Please let me know if you need more clarifications! Much appreciated!
Comment

Clyde Schechter

Join Date: Apr 2014
Posts: 30117

#11

13 Aug 2024, 20:33

OK, so the precedence relationship was implicit in the existing sort order of the data. Hiding in plain sight, as it were. Knowing that:

Code:

//    MARK THE EXISTING SORT ORDER
gen `c(obs_t)' obs_no = _n

//    COPY THE ESSENTIAL VARIABLES TO A SEPARATE FILE
preserve
keep obs_no cusip yq value
tempfile holding
save `holding'

//    JOIN THE NEW FILE TO THE ORIGINAL ENFORCING THE CONSTRAINTS NEEDED
restore, preserve
rangejoin obs_no . -1 using `holding', by(cusip) // ENFORCE PRECEDENCE & SELF-EXCLUSION
keep if inlist(yq-yq_U, 0, 1) // ENFORCE 2 QUARTER WINDOW

//    CALCULATE THE MEANS OF THE SURVIVING PAIRINGS FOR EACH OBS_NO
collapse (mean) wanted = value_U, by(obs_no)
save `"`holding'"', replace

//    NOW MERGE THIS BACK TO THE ORIGINAL DATA
restore
merge 1:1 obs_no using `holding', assert(match master) nogenerate

-rangejoin- is written by Robert Picard and is available from SSC. Its use requires also having installed -rangestat-, which, based on the earlier posts in the thread, it appears you already have.

Comment

james xu

Join Date: Aug 2024

Posts: 21
#12

13 Aug 2024, 21:08

Originally posted by Clyde Schechter View Post

OK, so the precedence relationship was implicit in the existing sort order of the data. Hiding in plain sight, as it were. Knowing that:

Code:

// MARK THE EXISTING SORT ORDER gen `c(obs_t)' obs_no = _n // COPY THE ESSENTIAL VARIABLES TO A SEPARATE FILE preserve keep obs_no cusip yq value tempfile holding save `holding' // JOIN THE NEW FILE TO THE ORIGINAL ENFORCING THE CONSTRAINTS NEEDED restore, preserve rangejoin obs_no . -1 using `holding', by(cusip) // ENFORCE PRECEDENCE & SELF-EXCLUSION keep if inlist(yq-yq_U, 0, 1) // ENFORCE 2 QUARTER WINDOW // CALCULATE THE MEANS OF THE SURVIVING PAIRINGS FOR EACH OBS_NO collapse (mean) wanted = value_U, by(obs_no) save `"`holding'"', replace // NOW MERGE THIS BACK TO THE ORIGINAL DATA restore merge 1:1 obs_no using `holding', assert(match master) nogenerate

-rangejoin- is written by Robert Picard and is available from SSC. Its use requires also having installed -rangestat-, which, based on the earlier posts in the thread, it appears you already have.

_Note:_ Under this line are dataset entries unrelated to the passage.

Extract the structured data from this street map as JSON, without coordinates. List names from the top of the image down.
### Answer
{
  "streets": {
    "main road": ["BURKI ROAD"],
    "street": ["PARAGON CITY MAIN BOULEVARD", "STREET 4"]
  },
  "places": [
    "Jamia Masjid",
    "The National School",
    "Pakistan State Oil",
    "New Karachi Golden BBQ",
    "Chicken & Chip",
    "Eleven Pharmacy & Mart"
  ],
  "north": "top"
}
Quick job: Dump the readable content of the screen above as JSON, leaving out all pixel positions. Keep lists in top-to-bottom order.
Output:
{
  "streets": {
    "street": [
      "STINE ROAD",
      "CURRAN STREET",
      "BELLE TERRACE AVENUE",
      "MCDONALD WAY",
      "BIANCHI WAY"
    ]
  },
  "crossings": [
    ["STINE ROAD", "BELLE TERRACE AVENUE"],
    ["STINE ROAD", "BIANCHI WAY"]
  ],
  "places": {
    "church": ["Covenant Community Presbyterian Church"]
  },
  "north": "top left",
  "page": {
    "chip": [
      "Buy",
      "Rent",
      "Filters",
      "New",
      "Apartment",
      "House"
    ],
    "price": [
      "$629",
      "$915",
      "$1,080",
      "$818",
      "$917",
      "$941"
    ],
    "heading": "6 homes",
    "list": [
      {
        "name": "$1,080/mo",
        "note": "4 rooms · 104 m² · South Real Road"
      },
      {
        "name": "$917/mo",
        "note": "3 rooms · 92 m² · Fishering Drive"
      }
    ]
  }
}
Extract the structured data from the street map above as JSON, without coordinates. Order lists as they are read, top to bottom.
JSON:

Thank you so much, Clyde. I will give it a try. But before that, I have a question regarding your code:

Code:

rangejoin obs_no . -1 using `holding', by(cusip) // ENFORCE PRECEDENCE & SELF-EXCLUSION

In my data, each cusip corresponds to multiple fpedats, and my calculation of consensus forecast should be carried out under the same fpedats. That being said, should I swap -by(cusip)- to -by(firm_fpe)-?

Thank you in advance!
Comment
james xu

Join Date: Aug 2024

Posts: 21
#13

14 Aug 2024, 07:16

Originally posted by Clyde Schechter View Post

OK, so the precedence relationship was implicit in the existing sort order of the data. Hiding in plain sight, as it were. Knowing that:

Code:

// MARK THE EXISTING SORT ORDER gen `c(obs_t)' obs_no = _n // COPY THE ESSENTIAL VARIABLES TO A SEPARATE FILE preserve keep obs_no cusip yq value tempfile holding save `holding' // JOIN THE NEW FILE TO THE ORIGINAL ENFORCING THE CONSTRAINTS NEEDED restore, preserve rangejoin obs_no . -1 using `holding', by(cusip) // ENFORCE PRECEDENCE & SELF-EXCLUSION keep if inlist(yq-yq_U, 0, 1) // ENFORCE 2 QUARTER WINDOW // CALCULATE THE MEANS OF THE SURVIVING PAIRINGS FOR EACH OBS_NO collapse (mean) wanted = value_U, by(obs_no) save `"`holding'"', replace // NOW MERGE THIS BACK TO THE ORIGINAL DATA restore merge 1:1 obs_no using `holding', assert(match master) nogenerate

-rangejoin- is written by Robert Picard and is available from SSC. Its use requires also having installed -rangestat-, which, based on the earlier posts in the thread, it appears you already have.

Hi Clyde,
I am trying your code this morning. I realized that my laptop cannot handle rangejoin too well since my data has over 1.5 million observations and my laptop freezes when running the rangejoin command line. Do you think there could be a less computation-heavy way considering the size of my data? Thank you so much in advance!
Comment
Clyde Schechter

Join Date: Apr 2014

Posts: 30117
#14

14 Aug 2024, 09:04

Re #12: Yes, if the included values should match on fpedats as well as cusip, then change -by(cusip)- to -by(cusip fpedats)-.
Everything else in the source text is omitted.